- **WORK INSTRUCTION**
Pictures within the data are to be left out; everything else must be reproduced exactly.

Start of AVAILABLE DATA

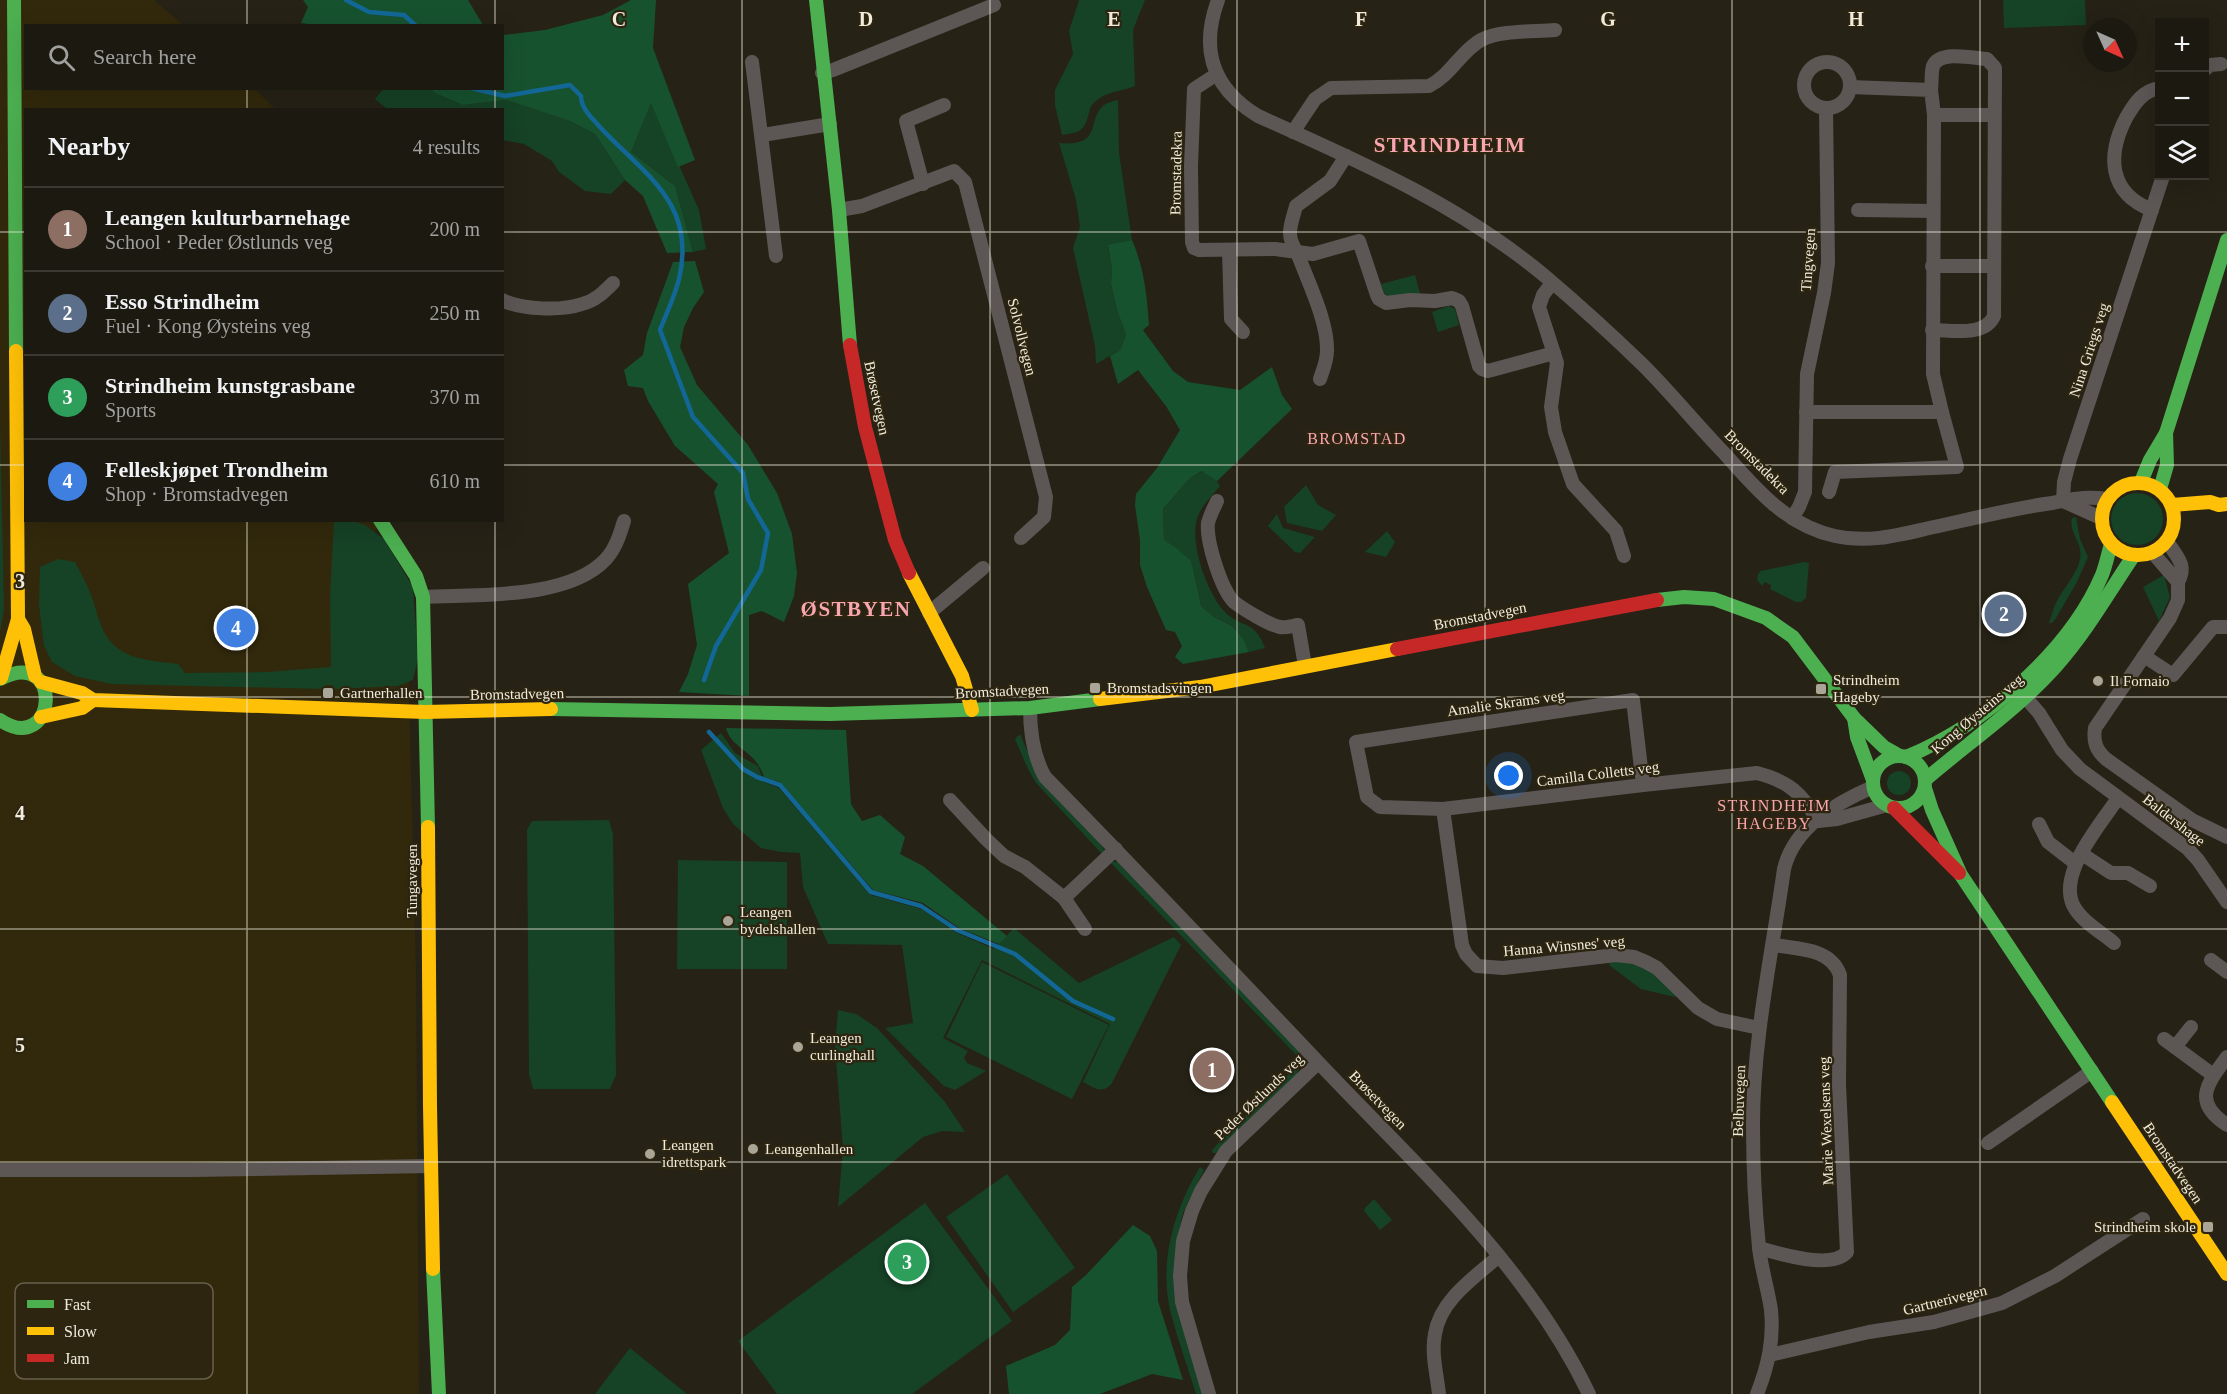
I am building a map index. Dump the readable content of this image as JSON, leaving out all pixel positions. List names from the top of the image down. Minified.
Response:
{"streets":{"street":["Bromstadekra","Tingvegen","Solvollvegen","Nina Griegs veg","Brøsetvegen","Bromstadvegen","Amalie Skrams veg","Kong Øysteins veg","Camilla Colletts veg","Baldershage","Tungavegen","Hanna Winsnes' veg","Peder Østlunds veg","Belbuvegen","Marie Wexelsens veg","Gartnerivegen"]},"crossings":[["Bromstadekra","Tingvegen"],["Bromstadekra","Nina Griegs veg"],["Bromstadekra","Kong Øysteins veg"],["Solvollvegen","Brøsetvegen"],["Brøsetvegen","Bromstadvegen"],["Brøsetvegen","Peder Østlunds veg"],["Bromstadvegen","Kong Øysteins veg"],["Bromstadvegen","Tungavegen"],["Bromstadvegen","Belbuvegen"],["Amalie Skrams veg","Camilla Colletts veg"],["Kong Øysteins veg","Baldershage"],["Kong Øysteins veg","Belbuvegen"],["Camilla Colletts veg","Hanna Winsnes' veg"],["Camilla Colletts veg","Belbuvegen"],["Hanna Winsnes' veg","Belbuvegen"],["Belbuvegen","Marie Wexelsens veg"],["Belbuvegen","Gartnerivegen"]],"districts":["STRINDHEIM","BROMSTAD","ØSTBYEN","STRINDHEIM HAGEBY"],"places":{"other":["Il Fornaio","Leangen bydelshallen","Leangen curlinghall","Leangenhallen","Leangen idrettspark"],"transit":["Bromstadsvingen","Strindheim Hageby","Gartnerhallen","Strindheim skole"]},"legend":["Fast","Slow","Jam"],"north":"bottom right","page":{"map_buttons":["+","−"],"search":"Search here","heading":["Nearby","4 results"],"list":[{"mark":"1","name":"Leangen kulturbarnehage","note":"School · Peder Østlunds veg","value":"200 m"},{"mark":"2","name":"Esso Strindheim","note":"Fuel · Kong Øysteins veg","value":"250 m"},{"mark":"3","name":"Strindheim kunstgrasbane","note":"Sports","value":"370 m"},{"mark":"4","name":"Felleskjøpet Trondheim","note":"Shop · Bromstadvegen","value":"610 m"}],"pins":["2","4","1","3"]},"grid":{"columns":["C","D","E","F","G","H"],"rows":["3","4","5"]}}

End of AVAILABLE DATA

- **EXERCISE RESPONSE**
I am building a map index. Dump the readable content of this image as JSON, leaving out all pixel positions. List names from the top of the image down. Minified.
Response:
{"streets":{"street":["Bromstadekra","Tingvegen","Solvollvegen","Nina Griegs veg","Brøsetvegen","Bromstadvegen","Amalie Skrams veg","Kong Øysteins veg","Camilla Colletts veg","Baldershage","Tungavegen","Hanna Winsnes' veg","Peder Østlunds veg","Belbuvegen","Marie Wexelsens veg","Gartnerivegen"]},"crossings":[["Bromstadekra","Tingvegen"],["Bromstadekra","Nina Griegs veg"],["Bromstadekra","Kong Øysteins veg"],["Solvollvegen","Brøsetvegen"],["Brøsetvegen","Bromstadvegen"],["Brøsetvegen","Peder Østlunds veg"],["Bromstadvegen","Kong Øysteins veg"],["Bromstadvegen","Tungavegen"],["Bromstadvegen","Belbuvegen"],["Amalie Skrams veg","Camilla Colletts veg"],["Kong Øysteins veg","Baldershage"],["Kong Øysteins veg","Belbuvegen"],["Camilla Colletts veg","Hanna Winsnes' veg"],["Camilla Colletts veg","Belbuvegen"],["Hanna Winsnes' veg","Belbuvegen"],["Belbuvegen","Marie Wexelsens veg"],["Belbuvegen","Gartnerivegen"]],"districts":["STRINDHEIM","BROMSTAD","ØSTBYEN","STRINDHEIM HAGEBY"],"places":{"other":["Il Fornaio","Leangen bydelshallen","Leangen curlinghall","Leangenhallen","Leangen idrettspark"],"transit":["Bromstadsvingen","Strindheim Hageby","Gartnerhallen","Strindheim skole"]},"legend":["Fast","Slow","Jam"],"north":"bottom right","page":{"map_buttons":["+","−"],"search":"Search here","heading":["Nearby","4 results"],"list":[{"mark":"1","name":"Leangen kulturbarnehage","note":"School · Peder Østlunds veg","value":"200 m"},{"mark":"2","name":"Esso Strindheim","note":"Fuel · Kong Øysteins veg","value":"250 m"},{"mark":"3","name":"Strindheim kunstgrasbane","note":"Sports","value":"370 m"},{"mark":"4","name":"Felleskjøpet Trondheim","note":"Shop · Bromstadvegen","value":"610 m"}],"pins":["2","4","1","3"]},"grid":{"columns":["C","D","E","F","G","H"],"rows":["3","4","5"]}}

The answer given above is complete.